Chronique : La Légende de Davie

Jayman : Ces choses que je ne comprends pas!Jayman nous dit ce qu'il pense de l'entente sur la biodiversité. (Photo : Archives Carrefour de Québec)

Par Jayman

Cher journal.

Plusieurs mystères hantent mon esprit sans relâche. Qui suis-je? D’où viens la vie? Comment compléter le Temple de l’eau dans Ocarine of Time?

Mais aucun de ces mystères me turlupine autant que LA grande question philosophique que je traîne depuis le tout début de mes 38 années d’existence. Cette question, c’est « Mais kessé qui se passe avec le chantier de la Davie? »

Pour moi, la Davie, c’est comme le Parti Québécois. C’est toujours sensé être sur le bord de disparaître, mais ça revient, année après année. Sauf que contrairement au PQ, la Davie se fait activement aider par les gouvernements!

Et là, tu te demandes sûrement pourquoi j’écris une chronique sur un chantier maritime de Lévis dans un journal hyper local de Québec.

Moi aussi!

Ça a juste été plus fort que moi. Quand j’ai vu que le gouvernement allait tenter une énième fois et des poussières de sauver la Davie, j’ai senti l’impulsion d’essayer de comprendre ce qui se passe.

Pas pour chiâler.

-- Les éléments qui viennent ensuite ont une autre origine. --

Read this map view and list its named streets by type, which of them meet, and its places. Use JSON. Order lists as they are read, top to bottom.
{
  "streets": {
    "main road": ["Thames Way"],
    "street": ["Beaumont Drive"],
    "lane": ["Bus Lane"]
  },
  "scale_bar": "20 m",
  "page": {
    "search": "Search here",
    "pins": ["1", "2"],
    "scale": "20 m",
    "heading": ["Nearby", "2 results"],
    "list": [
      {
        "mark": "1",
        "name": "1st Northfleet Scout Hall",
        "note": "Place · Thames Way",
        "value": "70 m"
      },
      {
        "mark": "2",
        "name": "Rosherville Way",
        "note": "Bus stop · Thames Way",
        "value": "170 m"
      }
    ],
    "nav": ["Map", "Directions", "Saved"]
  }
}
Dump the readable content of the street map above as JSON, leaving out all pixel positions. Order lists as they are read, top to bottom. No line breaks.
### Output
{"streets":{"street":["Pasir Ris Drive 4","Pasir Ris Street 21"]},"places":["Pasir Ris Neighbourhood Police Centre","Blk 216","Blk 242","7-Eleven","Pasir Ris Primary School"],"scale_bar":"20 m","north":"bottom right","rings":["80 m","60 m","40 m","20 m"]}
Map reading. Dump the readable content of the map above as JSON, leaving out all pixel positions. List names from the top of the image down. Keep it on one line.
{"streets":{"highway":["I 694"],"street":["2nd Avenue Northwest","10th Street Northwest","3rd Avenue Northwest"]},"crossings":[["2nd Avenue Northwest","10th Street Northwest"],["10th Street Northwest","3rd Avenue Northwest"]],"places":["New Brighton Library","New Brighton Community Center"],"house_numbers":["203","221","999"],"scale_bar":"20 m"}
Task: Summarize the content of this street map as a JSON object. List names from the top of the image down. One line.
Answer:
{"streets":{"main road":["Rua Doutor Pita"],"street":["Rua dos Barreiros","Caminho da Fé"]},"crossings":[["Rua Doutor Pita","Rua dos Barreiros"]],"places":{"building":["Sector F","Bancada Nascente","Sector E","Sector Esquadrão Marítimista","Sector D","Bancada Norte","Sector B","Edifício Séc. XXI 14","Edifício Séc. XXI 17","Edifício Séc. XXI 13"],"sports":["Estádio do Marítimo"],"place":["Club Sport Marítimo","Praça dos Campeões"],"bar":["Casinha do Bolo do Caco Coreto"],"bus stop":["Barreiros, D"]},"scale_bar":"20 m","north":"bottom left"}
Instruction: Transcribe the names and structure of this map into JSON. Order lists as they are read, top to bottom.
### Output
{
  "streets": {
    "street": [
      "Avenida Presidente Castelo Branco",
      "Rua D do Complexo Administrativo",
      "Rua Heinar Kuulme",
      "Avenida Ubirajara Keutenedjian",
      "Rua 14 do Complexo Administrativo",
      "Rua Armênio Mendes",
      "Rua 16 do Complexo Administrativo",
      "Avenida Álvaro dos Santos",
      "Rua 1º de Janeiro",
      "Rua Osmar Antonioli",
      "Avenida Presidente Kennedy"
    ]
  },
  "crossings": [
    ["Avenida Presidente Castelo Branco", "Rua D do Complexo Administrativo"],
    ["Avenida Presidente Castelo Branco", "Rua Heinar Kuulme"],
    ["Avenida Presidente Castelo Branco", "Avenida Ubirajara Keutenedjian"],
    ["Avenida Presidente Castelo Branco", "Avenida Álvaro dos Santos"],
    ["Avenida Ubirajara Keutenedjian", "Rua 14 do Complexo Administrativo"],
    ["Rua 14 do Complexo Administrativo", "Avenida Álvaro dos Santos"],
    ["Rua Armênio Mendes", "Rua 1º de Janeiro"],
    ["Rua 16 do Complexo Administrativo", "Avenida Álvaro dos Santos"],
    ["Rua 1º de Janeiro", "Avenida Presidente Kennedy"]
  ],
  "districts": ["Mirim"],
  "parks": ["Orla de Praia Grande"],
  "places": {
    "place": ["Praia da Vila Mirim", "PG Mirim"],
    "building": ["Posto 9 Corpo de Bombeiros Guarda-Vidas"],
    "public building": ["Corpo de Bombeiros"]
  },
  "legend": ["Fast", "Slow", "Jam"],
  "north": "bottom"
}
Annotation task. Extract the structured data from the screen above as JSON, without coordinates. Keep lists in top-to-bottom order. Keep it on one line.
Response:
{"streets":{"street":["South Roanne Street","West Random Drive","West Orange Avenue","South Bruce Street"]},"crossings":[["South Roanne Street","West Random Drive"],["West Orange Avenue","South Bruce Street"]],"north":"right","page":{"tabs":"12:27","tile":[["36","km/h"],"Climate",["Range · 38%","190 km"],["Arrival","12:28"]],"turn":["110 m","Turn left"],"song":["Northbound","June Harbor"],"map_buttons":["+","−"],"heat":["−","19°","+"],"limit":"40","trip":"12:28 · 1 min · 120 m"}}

Pas pour monter dans les rideaux. Juste pour comprendre.

Parce que je déteste ne pas comprendre.

Je connais la Davie de proche. Je suis né juste à côté. Littéralement. Je voyais la Davie par la fenêtre de mon berceau.

À l’époque, on l’appelait la « MIL Davie », parce que… Ok, voici l’histoire. La compagnie a été fondée en 1825 par le Capitaine anglais Allison Davie et le constructeur anglais George Taylor. Mais Davie a décidé de ne pas mettre Taylor au nom de la compagnie, parce que c’était son beau-père et les deux ne s’aimaient pas à la suite d’un accident de tondeuse à gazon (j’ai extrapolé ce point!).

La compagnie a construit plusieurs navires dans ses premières années, dont 35 seulement pendant la 2e guerre mondiale, avant de commencer à changer de main de manière aussi compulsive qu’un deux de pique dans les mains d’un agile magicien.

Ça a appartenu tour à tour à la Power Corporation, la Société de Construction Navale, Marine Industries Ltd, Dome Petroleum et Versatile Corporation, jusqu’en 1980, quand les troubles financiers commencent à se pointer le bout du porte-monnaie vide.

Sachant flairer la bonne affaire, les gouvernements fédéraux et provinciaux s’impliquent financièrement dans le désastre, ce qui mène à la fusion de Marine Industries Ltd (MIL) avec Versatile Davie, pour donner la MIL Davie.

Cela, pendant que tous les autres chantiers de la MIL au pays coulent comme des Titanic, parce que l’industrie canadienne de fabrication de bateau est au point mort.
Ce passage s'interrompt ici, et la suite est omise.